Arsunan, A.A 1, Ade Devriany 2, Anwar Mallongi 3, Arifin Seweng 4, Aisyah 5

1Epidemiology Department, Faculty of Public Health, Hasanuddin University, Makassar Indonesia.

2 Polytechnic of Health, Pangkal Pinang, Bangka Belitung Province, Indonesia

3 Environmental Health Department, Faculty of Public Health, Hasanuddin University, Makassar Indonesia.

4 Biostatistics Department, Faculty of Public Health, Hasanuddin University, Makassar Indonesia.

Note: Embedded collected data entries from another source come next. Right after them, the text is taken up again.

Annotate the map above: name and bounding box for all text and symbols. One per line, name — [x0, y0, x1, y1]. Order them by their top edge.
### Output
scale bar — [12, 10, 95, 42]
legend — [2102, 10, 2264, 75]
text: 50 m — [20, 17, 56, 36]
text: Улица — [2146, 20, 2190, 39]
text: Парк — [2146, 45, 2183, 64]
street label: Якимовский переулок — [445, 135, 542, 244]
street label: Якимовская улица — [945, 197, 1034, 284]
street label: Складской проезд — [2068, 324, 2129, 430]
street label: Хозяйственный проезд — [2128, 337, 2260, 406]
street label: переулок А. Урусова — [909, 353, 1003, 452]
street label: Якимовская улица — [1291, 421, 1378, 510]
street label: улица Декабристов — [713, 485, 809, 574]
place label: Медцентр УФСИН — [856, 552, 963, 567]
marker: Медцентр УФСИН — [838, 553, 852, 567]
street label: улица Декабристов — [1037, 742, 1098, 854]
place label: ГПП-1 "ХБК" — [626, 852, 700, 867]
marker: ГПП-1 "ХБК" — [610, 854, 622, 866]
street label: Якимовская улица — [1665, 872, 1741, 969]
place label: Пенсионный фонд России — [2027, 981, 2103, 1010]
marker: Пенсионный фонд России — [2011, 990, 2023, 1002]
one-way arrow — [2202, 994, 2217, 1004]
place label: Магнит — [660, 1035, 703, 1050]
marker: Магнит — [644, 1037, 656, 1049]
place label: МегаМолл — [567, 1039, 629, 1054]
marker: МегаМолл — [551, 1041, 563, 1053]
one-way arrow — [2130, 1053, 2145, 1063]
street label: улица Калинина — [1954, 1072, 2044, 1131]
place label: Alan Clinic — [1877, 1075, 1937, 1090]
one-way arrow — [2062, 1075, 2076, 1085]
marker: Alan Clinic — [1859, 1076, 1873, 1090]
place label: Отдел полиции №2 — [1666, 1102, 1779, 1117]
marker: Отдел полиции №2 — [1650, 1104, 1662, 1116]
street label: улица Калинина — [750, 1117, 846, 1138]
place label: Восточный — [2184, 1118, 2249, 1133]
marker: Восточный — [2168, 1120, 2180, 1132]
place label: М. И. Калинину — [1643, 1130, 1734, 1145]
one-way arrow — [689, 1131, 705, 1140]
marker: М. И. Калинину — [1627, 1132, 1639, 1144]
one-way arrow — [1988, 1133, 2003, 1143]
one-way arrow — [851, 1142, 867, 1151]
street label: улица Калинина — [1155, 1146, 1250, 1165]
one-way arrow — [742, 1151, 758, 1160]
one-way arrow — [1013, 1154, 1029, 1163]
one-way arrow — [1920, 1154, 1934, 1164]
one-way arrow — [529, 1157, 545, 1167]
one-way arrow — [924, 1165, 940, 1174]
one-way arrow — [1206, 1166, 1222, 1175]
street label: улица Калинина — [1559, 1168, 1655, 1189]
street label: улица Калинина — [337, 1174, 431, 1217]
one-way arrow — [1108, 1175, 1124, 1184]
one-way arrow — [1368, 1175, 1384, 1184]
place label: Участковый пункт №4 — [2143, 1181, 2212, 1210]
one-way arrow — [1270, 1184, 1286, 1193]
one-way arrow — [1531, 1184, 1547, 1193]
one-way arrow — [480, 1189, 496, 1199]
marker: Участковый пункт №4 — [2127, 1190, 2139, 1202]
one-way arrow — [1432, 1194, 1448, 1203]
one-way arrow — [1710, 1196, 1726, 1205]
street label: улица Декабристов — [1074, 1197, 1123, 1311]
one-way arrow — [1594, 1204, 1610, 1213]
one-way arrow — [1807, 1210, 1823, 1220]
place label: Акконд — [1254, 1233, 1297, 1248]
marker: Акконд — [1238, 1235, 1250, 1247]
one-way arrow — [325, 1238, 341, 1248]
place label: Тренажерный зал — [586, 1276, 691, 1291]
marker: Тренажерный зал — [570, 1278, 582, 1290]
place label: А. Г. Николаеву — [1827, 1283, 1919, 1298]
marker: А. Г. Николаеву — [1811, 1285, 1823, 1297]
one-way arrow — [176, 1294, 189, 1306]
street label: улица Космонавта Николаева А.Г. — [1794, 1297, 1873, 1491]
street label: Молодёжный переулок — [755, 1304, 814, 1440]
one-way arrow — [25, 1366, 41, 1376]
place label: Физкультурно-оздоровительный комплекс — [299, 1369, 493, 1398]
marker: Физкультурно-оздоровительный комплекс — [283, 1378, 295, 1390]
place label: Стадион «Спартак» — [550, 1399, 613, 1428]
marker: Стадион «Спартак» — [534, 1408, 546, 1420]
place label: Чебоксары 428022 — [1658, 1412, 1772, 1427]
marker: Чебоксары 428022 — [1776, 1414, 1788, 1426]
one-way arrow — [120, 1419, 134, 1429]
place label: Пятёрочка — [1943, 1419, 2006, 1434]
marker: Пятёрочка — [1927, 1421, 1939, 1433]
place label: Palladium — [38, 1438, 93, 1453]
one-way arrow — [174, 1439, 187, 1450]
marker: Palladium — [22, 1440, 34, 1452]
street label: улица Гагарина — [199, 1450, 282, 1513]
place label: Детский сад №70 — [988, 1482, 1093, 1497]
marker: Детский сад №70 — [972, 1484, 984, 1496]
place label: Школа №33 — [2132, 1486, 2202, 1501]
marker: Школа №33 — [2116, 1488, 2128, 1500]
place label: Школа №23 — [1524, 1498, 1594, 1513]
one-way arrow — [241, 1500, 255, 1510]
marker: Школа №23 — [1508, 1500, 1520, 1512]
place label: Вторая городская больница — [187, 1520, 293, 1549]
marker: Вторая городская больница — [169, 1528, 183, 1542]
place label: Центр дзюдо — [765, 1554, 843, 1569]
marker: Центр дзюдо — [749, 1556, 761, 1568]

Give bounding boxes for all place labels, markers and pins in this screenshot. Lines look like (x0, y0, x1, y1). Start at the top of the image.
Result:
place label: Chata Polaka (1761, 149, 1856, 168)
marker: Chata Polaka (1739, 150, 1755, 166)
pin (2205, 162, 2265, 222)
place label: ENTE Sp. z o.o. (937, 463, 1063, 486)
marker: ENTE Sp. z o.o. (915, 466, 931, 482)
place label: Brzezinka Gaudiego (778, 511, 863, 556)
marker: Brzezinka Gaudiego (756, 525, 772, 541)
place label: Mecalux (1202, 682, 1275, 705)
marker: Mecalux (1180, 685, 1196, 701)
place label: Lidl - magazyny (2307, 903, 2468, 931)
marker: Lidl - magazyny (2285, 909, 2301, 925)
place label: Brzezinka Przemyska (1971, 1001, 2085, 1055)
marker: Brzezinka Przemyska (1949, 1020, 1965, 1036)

5Polytechnic of Agriculture, Pangkajene Kepulauan District, South Sulawesi Province, Indonesia

ABSTRACT

Dengue Hemorrhagic Fever (DHF) is a major health problem in many countries, particularly in tropical regions. Dengue is found in almost all provinces of Indonesia, including the province of South Sulawesi. Ecological approach to the dengue epidemiology in different areas needs to be done. Eco- epidemiology is the study of ecological effects on human health. This study aims to determine the relationship of ecological factors in the epidemiology of status of endemicity of dengue in South Sulawesi province in 2011. This observational study commenced with cross sectional design and use of Geographic Information Systems in visualizing and exploring data spasial. Sampel as many as 24 districts / cities in South Sulawesi province are categorized based on the endemicity status against dengue. Analysis of the data that used was theMann-Whitney test, Chi-square and logistic regression.The results shows that ecological factors that affect the status of dengue endemicity of an area is rainfall (p=0.030), population density (p=0.044) and the larva-free rate (LFR) (p=0.011). altitude of region was ecological factor that are not associated with DHF endemicity status (p=0.272). The most dominant ecological factors determining the status of dengue endemicity of an area is a larvae free-rate (LFR) (B=5.273). This study suggested that the monitoring, prevention, and control of dengue disease can be more quickly and efficiently with the determination of status based on the endemicity and spread of dengue mosquito breeding.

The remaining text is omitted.